BRIEF: Within the data below, copy each line where the string "canvas" is found.
Top of INPUT MATERIAL
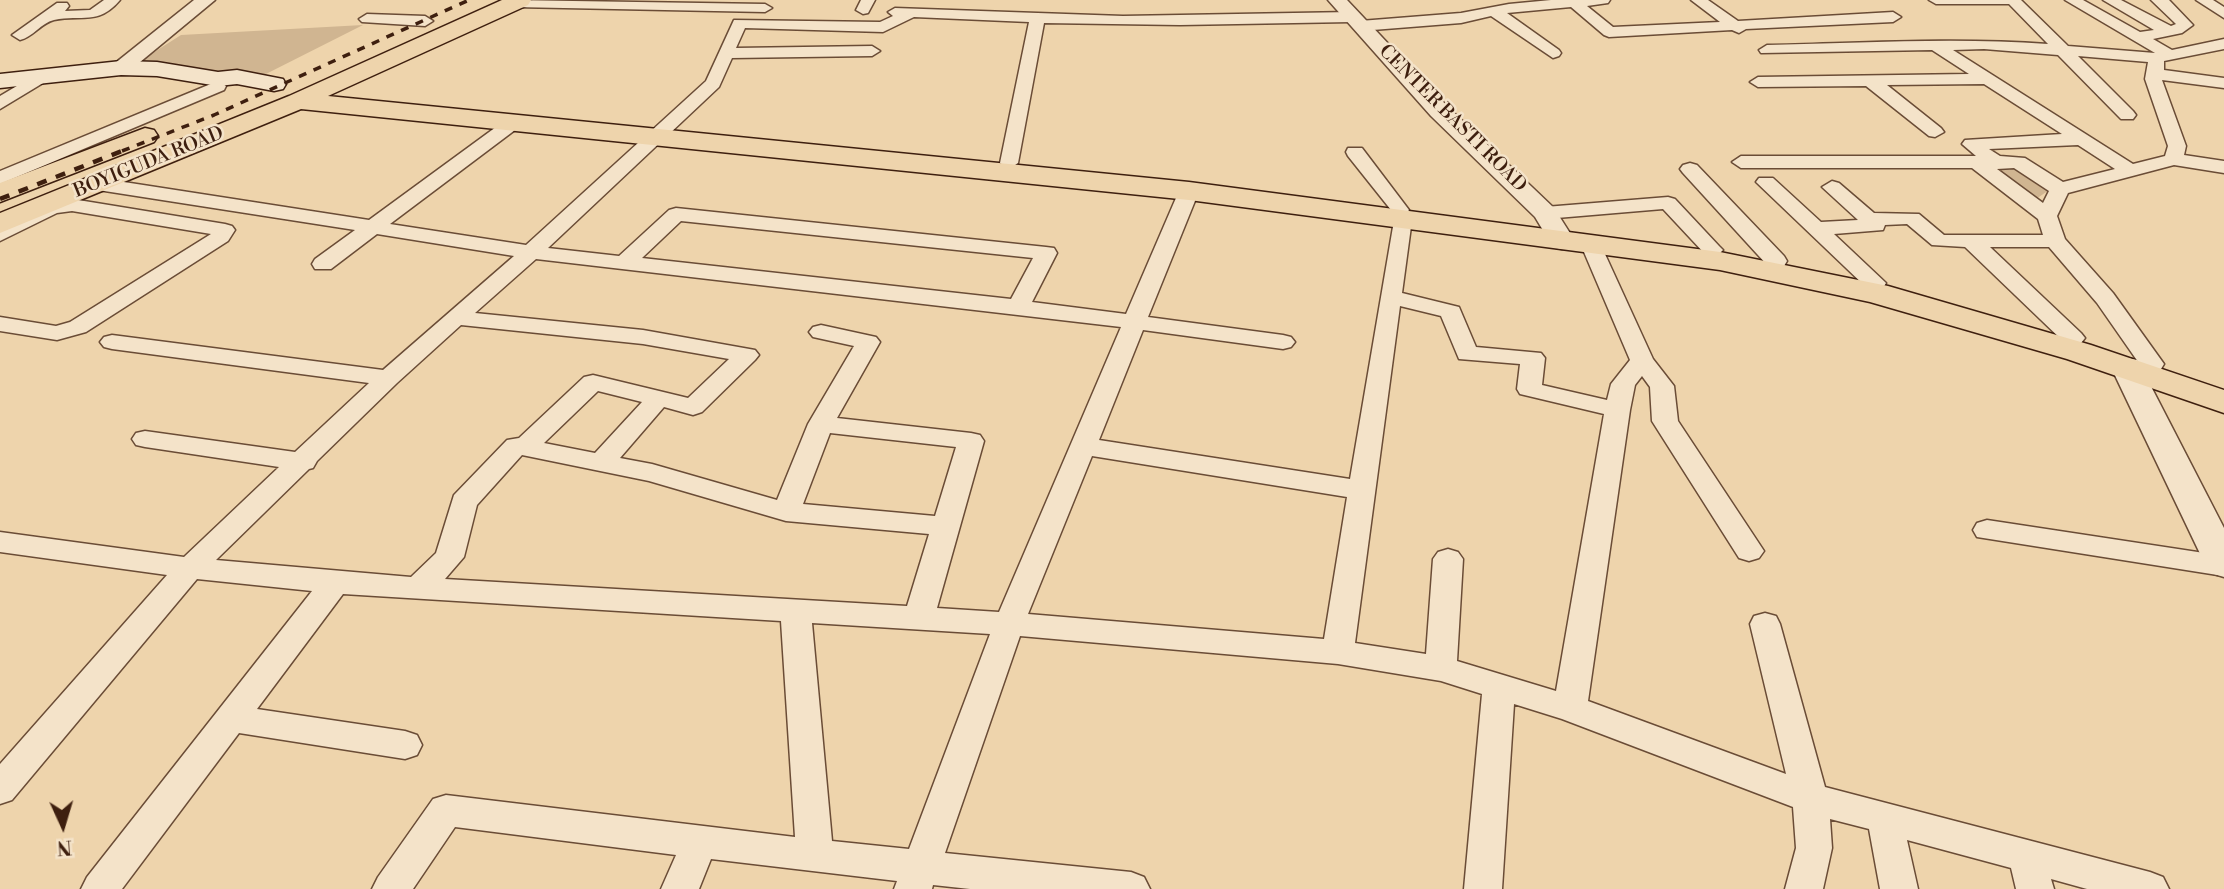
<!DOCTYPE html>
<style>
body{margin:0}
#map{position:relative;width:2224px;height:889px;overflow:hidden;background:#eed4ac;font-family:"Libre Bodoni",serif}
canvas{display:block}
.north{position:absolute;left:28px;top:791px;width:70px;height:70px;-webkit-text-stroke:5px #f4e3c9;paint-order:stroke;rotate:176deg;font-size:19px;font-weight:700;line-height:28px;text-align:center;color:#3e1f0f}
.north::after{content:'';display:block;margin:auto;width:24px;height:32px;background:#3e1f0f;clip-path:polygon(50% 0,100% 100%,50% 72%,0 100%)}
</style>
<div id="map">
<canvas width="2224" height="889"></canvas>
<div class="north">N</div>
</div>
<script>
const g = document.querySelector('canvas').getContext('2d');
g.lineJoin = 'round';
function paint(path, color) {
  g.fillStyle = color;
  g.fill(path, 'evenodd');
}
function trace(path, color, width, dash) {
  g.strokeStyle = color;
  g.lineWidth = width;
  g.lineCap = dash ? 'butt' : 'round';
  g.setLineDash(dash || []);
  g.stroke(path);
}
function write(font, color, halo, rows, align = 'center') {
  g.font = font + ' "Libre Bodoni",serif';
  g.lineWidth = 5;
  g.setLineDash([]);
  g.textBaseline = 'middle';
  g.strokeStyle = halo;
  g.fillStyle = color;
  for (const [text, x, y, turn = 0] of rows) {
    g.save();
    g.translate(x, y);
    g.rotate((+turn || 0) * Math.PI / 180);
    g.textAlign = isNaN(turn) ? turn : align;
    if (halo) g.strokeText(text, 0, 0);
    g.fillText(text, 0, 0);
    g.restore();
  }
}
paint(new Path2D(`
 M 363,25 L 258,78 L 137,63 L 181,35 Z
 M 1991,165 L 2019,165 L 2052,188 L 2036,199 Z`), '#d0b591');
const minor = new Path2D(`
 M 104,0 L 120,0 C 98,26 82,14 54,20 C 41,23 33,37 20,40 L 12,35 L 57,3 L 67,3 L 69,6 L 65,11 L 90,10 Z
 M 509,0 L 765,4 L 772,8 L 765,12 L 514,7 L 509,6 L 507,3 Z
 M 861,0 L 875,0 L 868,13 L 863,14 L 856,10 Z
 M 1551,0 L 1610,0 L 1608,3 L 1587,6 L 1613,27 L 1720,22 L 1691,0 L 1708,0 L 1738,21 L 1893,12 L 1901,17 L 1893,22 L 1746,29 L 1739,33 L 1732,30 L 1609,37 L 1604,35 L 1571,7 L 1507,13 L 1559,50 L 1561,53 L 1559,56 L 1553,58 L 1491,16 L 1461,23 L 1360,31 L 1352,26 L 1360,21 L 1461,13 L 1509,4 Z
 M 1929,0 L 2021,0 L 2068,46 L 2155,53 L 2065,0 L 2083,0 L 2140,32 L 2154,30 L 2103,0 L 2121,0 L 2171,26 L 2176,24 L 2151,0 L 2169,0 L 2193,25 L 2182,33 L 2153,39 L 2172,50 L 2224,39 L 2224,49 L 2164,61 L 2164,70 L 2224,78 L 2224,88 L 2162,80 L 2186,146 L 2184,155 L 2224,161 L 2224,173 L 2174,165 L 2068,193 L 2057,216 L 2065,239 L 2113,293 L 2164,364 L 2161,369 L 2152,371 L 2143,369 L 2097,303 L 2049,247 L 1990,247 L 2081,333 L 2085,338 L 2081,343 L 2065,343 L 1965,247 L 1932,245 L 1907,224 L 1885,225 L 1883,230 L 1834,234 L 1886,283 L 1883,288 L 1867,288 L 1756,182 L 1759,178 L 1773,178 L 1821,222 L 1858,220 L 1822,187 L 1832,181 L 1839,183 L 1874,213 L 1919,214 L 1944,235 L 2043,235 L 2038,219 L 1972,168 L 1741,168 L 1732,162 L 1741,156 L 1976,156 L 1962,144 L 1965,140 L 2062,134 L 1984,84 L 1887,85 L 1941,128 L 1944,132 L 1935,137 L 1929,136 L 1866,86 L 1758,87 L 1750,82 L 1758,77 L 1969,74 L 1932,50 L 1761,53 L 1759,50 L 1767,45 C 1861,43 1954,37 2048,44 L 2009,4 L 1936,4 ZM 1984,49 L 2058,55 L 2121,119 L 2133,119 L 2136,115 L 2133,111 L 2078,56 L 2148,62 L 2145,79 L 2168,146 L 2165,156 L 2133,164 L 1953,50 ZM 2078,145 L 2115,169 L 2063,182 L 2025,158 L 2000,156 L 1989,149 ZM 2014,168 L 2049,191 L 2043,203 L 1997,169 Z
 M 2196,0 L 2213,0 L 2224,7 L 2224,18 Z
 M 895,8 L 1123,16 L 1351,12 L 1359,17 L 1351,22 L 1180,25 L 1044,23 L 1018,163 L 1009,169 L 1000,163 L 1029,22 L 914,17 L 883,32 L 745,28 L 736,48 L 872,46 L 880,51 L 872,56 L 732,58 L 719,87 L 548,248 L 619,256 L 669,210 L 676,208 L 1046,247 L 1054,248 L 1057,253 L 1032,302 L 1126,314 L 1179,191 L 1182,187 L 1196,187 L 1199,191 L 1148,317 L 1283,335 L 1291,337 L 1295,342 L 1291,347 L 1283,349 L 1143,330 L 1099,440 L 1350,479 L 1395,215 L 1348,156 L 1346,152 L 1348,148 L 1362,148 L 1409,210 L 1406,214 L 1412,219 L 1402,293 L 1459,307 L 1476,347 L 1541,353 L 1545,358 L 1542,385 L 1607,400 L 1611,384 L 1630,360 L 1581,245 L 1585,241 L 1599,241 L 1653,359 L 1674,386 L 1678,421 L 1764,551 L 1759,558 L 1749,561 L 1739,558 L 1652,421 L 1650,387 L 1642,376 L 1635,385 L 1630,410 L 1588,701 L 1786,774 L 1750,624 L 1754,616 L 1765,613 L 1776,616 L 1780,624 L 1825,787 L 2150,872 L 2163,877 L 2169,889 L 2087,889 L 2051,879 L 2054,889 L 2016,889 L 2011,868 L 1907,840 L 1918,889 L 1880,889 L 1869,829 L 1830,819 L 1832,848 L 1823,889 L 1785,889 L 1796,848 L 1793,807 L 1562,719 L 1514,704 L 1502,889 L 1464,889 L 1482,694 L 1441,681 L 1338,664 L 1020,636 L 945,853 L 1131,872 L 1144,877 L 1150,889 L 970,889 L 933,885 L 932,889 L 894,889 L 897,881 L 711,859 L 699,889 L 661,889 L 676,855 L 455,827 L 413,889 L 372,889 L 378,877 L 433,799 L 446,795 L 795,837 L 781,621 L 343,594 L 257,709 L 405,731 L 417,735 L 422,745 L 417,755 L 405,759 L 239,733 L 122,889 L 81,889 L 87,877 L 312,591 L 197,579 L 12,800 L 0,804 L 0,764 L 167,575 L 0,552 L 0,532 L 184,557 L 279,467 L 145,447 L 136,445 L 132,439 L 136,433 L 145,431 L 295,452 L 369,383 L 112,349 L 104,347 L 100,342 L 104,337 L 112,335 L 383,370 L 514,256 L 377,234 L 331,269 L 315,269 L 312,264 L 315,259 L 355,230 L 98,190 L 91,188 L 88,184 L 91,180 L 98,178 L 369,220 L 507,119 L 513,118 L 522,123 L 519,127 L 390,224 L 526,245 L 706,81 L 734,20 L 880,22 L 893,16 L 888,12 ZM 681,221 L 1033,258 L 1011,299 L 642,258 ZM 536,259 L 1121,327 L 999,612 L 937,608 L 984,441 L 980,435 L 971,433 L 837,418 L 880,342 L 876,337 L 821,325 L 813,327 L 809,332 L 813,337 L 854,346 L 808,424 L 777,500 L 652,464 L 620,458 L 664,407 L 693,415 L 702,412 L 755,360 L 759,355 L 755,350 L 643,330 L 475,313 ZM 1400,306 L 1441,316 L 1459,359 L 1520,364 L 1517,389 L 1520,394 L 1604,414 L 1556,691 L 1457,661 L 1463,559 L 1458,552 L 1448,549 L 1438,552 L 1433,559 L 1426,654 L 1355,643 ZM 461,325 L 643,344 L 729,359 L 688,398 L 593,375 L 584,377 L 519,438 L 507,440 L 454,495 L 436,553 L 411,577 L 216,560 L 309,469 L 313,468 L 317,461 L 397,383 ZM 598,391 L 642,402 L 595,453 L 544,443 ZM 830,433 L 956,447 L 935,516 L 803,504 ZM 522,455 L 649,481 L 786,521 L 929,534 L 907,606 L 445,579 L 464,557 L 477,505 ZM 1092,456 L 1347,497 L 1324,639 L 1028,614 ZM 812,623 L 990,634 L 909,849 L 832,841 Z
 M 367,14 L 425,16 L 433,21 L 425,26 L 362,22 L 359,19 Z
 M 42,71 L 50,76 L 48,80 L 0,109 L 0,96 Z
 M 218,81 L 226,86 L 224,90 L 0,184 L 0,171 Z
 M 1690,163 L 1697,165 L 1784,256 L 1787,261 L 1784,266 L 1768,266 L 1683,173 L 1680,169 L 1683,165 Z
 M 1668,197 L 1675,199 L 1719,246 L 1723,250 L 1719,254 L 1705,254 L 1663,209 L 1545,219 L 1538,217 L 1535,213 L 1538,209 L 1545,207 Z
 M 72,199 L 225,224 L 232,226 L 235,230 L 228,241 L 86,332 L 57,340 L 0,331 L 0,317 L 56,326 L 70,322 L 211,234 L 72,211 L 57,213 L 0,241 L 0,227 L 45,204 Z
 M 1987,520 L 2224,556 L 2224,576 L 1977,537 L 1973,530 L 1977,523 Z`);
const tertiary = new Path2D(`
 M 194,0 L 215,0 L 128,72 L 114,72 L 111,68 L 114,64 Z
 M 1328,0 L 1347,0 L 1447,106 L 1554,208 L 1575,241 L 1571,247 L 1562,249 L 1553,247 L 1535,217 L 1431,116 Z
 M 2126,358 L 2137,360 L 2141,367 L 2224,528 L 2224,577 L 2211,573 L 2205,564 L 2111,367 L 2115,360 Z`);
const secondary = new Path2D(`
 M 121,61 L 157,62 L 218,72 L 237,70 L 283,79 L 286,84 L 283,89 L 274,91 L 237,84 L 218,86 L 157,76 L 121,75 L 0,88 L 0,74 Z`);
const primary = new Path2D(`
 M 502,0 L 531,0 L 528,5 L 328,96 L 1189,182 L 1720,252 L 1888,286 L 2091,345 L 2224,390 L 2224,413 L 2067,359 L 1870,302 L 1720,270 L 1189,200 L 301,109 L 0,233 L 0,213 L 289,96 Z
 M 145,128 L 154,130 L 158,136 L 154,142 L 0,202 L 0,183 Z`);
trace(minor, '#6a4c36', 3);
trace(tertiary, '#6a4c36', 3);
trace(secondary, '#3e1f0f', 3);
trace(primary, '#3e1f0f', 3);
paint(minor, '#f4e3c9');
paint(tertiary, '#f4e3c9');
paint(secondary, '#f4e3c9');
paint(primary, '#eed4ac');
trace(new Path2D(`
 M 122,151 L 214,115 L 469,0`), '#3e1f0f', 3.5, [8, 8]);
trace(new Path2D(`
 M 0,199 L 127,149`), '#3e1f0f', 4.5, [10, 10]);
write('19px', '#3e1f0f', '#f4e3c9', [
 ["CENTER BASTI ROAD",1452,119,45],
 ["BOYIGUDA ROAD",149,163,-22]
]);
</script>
Bottom of INPUT MATERIAL
TASK ANSWER:
canvas{display:block}
<canvas width="2224" height="889"></canvas>
const g = document.querySelector('canvas').getContext('2d');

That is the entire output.